## What to work on
After finding the line that contains "Build a gazetteer", reproduce it and each line below it through the end of the listing, exactly, with nothing added.

## Provided data
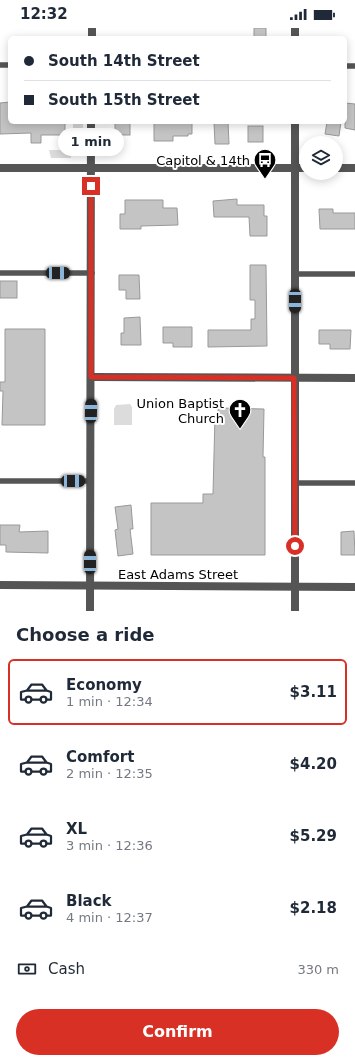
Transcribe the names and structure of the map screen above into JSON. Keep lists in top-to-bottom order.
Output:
{
  "streets": {
    "street": ["East Adams Street"]
  },
  "places": {
    "bus stop": ["Capitol & 14th"],
    "church": ["Union Baptist Church"]
  },
  "page": {
    "status": "12:32",
    "banner": ["South 14th Street", "South 15th Street"],
    "bubble": "1 min",
    "heading": "Choose a ride",
    "list": [
      {
        "name": "Economy",
        "note": "1 min · 12:34",
        "value": "$3.11"
      },
      {
        "name": "Comfort",
        "note": "2 min · 12:35",
        "value": "$4.20"
      },
      {
        "name": "XL",
        "note": "3 min · 12:36",
        "value": "$5.29"
      },
      {
        "name": "Black",
        "note": "4 min · 12:37",
        "value": "$2.18"
      }
    ],
    "pay": ["Cash", "330 m"],
    "buttons": "Confirm"
  }
}
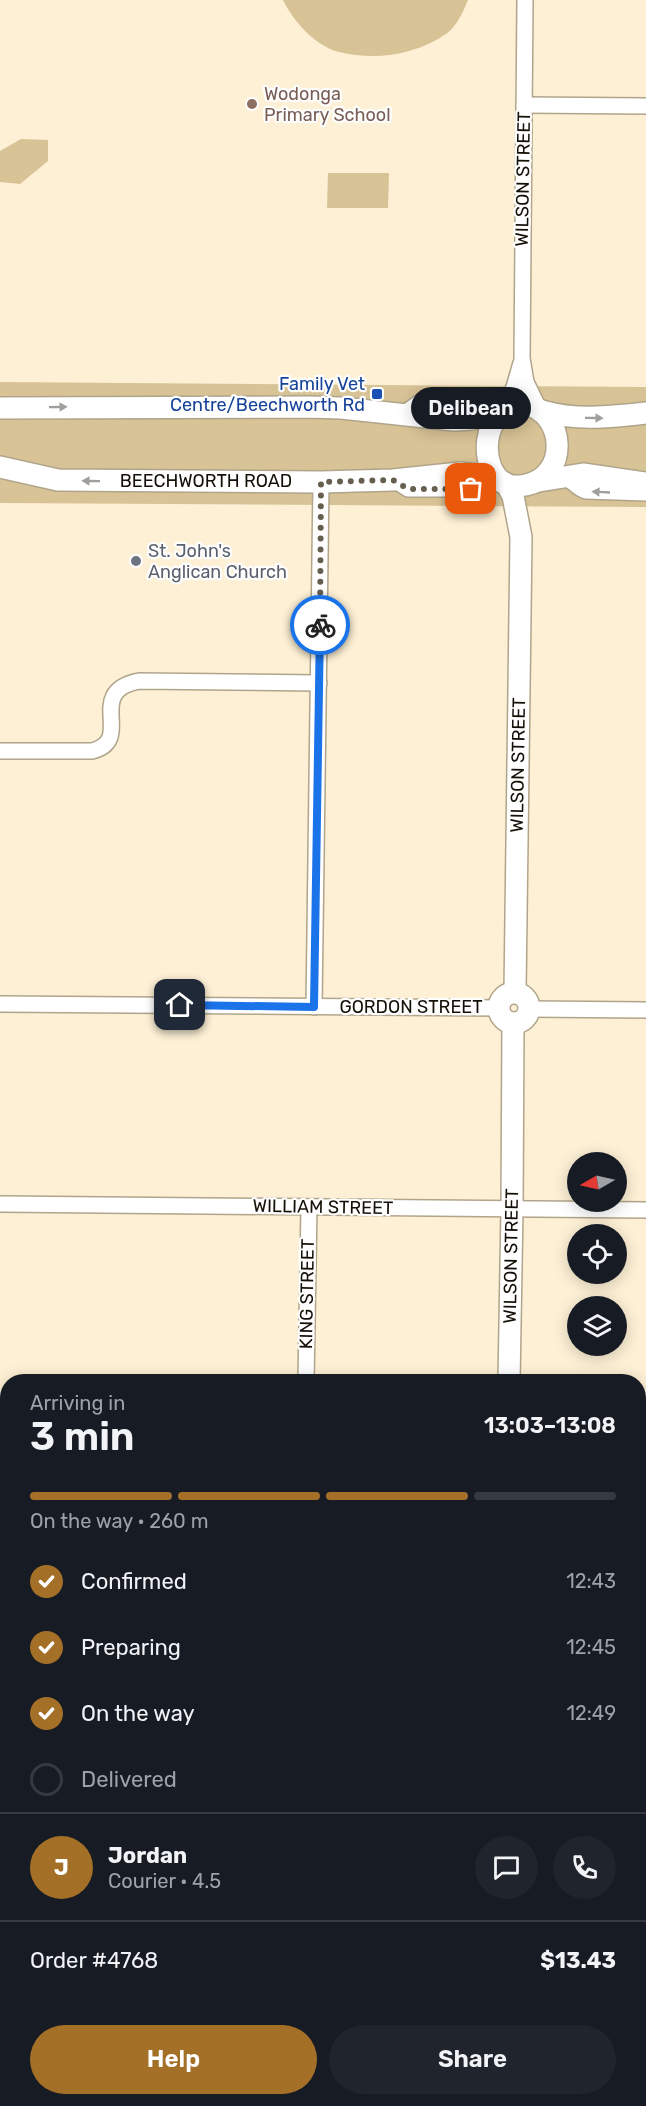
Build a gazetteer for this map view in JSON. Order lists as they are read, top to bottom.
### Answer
{
  "streets": {
    "main road": ["WILSON STREET", "BEECHWORTH ROAD"],
    "street": ["GORDON STREET", "WILLIAM STREET", "KING STREET"]
  },
  "crossings": [
    ["WILSON STREET", "BEECHWORTH ROAD"],
    ["WILSON STREET", "GORDON STREET"],
    ["WILSON STREET", "WILLIAM STREET"],
    ["WILLIAM STREET", "KING STREET"]
  ],
  "places": {
    "other": ["Wodonga Primary School", "Delibean", "St. John's Anglican Church"],
    "transit": ["Family Vet Centre/Beechworth Rd"]
  },
  "north": "left",
  "page": {
    "bubble": "Delibean",
    "heading": ["3 min", "Arriving in", "13:03–13:08"],
    "panel": [
      "Jordan",
      "Courier · 4.5",
      "Order #4768",
      "$13.43"
    ],
    "bar": "On the way · 260 m",
    "list": [
      ["Confirmed", "12:43"],
      ["Preparing", "12:45"],
      ["On the way", "12:49"],
      "Delivered"
    ],
    "round": "J",
    "buttons": ["Help", "Share"]
  }
}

## Answer to the problem
Build a gazetteer for this map view in JSON. Order lists as they are read, top to bottom.
### Answer
{
  "streets": {
    "main road": ["WILSON STREET", "BEECHWORTH ROAD"],
    "street": ["GORDON STREET", "WILLIAM STREET", "KING STREET"]
  },
  "crossings": [
    ["WILSON STREET", "BEECHWORTH ROAD"],
    ["WILSON STREET", "GORDON STREET"],
    ["WILSON STREET", "WILLIAM STREET"],
    ["WILLIAM STREET", "KING STREET"]
  ],
  "places": {
    "other": ["Wodonga Primary School", "Delibean", "St. John's Anglican Church"],
    "transit": ["Family Vet Centre/Beechworth Rd"]
  },
  "north": "left",
  "page": {
    "bubble": "Delibean",
    "heading": ["3 min", "Arriving in", "13:03–13:08"],
    "panel": [
      "Jordan",
      "Courier · 4.5",
      "Order #4768",
      "$13.43"
    ],
    "bar": "On the way · 260 m",
    "list": [
      ["Confirmed", "12:43"],
      ["Preparing", "12:45"],
      ["On the way", "12:49"],
      "Delivered"
    ],
    "round": "J",
    "buttons": ["Help", "Share"]
  }
}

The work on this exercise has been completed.